Fascinating new details about the collection of gold, silver, jewellery, curios and cloths buried in south west Scotland more than 1,000 years ago have been shared ahead of the highly-anticipated opening of Galloway Hoard – Viking-age Treasure at National Museum of Scotland on Saturday.
The hoard was buried in four layers with it now believed that four different people – or groups – may have been responsible for the elaborate deposit, which was made around 900AD.
The names Ed, Til and Ber, all thought to be Anglo-Saxon abbreviations, have been found engraved on silver arms rings with a fourth, longer Runic inscription yet to be translated.
Dr Martin Goldberg, principal curator of medieval archaeology at NMS, said : “We believe four owners buried the hoard. There are four separate groups of arm rings in the hoard but they are not equal in quality so we believe the four owners may not be equal in status.
"These inscriptions bring the people connected to the hoard to the fore. Quite often with people in the past, there is no face.
"We are trying to bring them back to life with the treasures, the objects, that they valued. The combination of these names will be intriguing for historians who will try to determine who these characters were and the connections between them.”
The hoard, which contains more than 100 items, was discovered in Dumfries and Galloway by metal detectorist Derek McLennan in 2014. It was acquired for the national collection for a price of £2m.
Dumfries and Galloway was part of the kingdom of Northumbria at the time it was buried.
Dr Goldberg said: “The classic stereotype of a hoard is that people are under threat and they don’t want to lose their wealth, so they bury it in the ground so they can come back and reclaim it. That is the standard explanation."
But Dr Goldberg said it was hoped to develop another, fuller story around the Galloway Hoard.
Analysis of a silver-gilt vessel that made up one of the layers, and was packed full of carefully wrapped objects, from beads to pendants and a rock crystal jar, resulted in a “mindblowing” discovery for the museum, Dr Goldberg said.

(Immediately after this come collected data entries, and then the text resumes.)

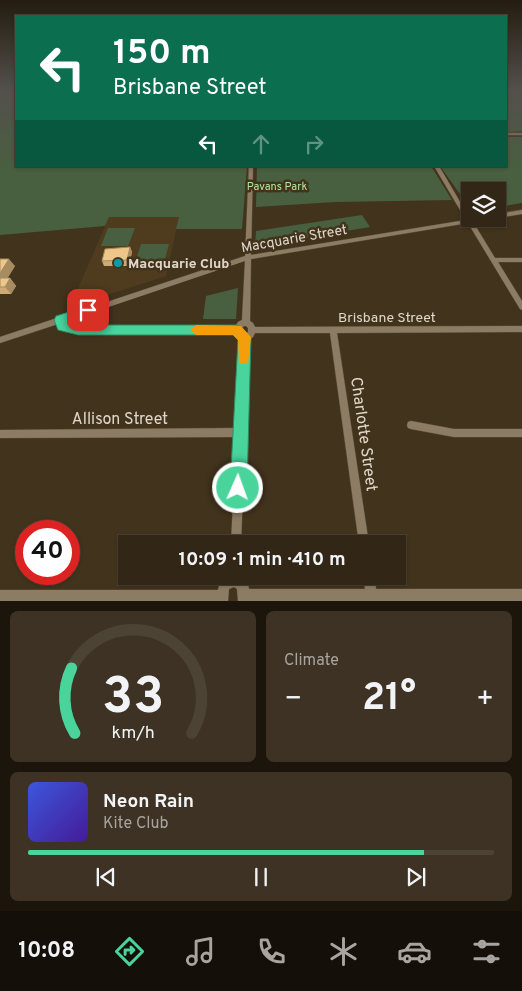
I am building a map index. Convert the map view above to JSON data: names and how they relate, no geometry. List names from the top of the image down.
{
  "streets": {
    "street": [
      "Macquarie Street",
      "Brisbane Street",
      "Allison Street",
      "Charlotte Street"
    ]
  },
  "crossings": [
    ["Brisbane Street", "Charlotte Street"]
  ],
  "parks": ["Pavans Park"],
  "places": ["Macquarie Club"],
  "page": {
    "turn": ["150 m", "Brisbane Street"],
    "limit": "40",
    "trip": "10:09 · 1 min · 410 m",
    "tile": "Climate",
    "heat": ["−", "21°", "+"],
    "song": ["Neon Rain", "Kite Club"],
    "tabs": "10:08",
    "gauge": ["33", "km/h"]
  }
}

Only two other lidded vessels have been found in Viking hoards in Britain and Ireland, both which originated from the Continent. The Galloway Hoard vessel is now known to have come from Central Asia.
Wrapped in wool, it is too fragile to go on show with a 3D model allowing for its highly-decorated surface to be seen for the first time in 1,000 years.
Dr Goldberg said: "The decoration and design show leopards, tigers and Zoroastrian religious symbols, all of which suggest that it is a piece of Central Asian metalwork from halfway round the known world.”
The vessel dates to 680-780AD with it likely to have been moved along vast trade routes from Asia through Russia and into Europe. A three-year research programme into the hoard is now underway at Glasgow University.
The exhibition, supported by Baillie Gifford, is free but places must be booked on the NMS website in order to limit numbers due to the pandemic.